▶ **Required work**
Give the number of lines in the material below that hold "Groupe", and nothing besides.
-----
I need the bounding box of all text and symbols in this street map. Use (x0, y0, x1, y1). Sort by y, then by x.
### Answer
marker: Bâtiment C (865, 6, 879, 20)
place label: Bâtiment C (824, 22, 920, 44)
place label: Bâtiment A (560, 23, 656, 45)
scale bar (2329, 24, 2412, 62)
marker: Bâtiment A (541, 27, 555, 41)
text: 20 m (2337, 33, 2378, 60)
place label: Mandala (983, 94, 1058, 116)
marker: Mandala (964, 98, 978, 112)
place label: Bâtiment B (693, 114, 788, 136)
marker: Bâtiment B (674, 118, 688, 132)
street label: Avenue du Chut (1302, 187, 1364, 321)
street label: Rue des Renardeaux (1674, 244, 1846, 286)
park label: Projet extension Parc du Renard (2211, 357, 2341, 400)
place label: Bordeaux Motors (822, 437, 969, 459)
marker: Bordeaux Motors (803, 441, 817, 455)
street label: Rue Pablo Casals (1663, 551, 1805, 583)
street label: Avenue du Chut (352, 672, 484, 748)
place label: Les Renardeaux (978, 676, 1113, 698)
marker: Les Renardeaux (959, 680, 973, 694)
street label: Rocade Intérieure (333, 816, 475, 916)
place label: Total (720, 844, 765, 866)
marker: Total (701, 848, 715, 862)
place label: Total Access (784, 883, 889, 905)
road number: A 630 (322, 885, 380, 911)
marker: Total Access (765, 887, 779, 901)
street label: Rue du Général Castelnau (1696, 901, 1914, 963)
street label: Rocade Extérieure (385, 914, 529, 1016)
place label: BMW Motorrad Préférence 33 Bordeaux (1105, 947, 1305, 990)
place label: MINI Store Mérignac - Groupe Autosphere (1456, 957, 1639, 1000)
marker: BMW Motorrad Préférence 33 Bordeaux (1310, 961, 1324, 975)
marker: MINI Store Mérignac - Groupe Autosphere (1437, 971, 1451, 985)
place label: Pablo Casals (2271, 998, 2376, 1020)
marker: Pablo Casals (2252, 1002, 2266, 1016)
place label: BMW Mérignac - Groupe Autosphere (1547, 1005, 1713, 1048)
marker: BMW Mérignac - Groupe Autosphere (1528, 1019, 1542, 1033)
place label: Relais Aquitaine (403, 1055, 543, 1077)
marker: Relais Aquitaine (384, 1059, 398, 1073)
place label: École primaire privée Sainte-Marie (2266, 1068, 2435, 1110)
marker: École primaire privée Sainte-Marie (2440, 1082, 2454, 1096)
-----
▶ **Response below**
4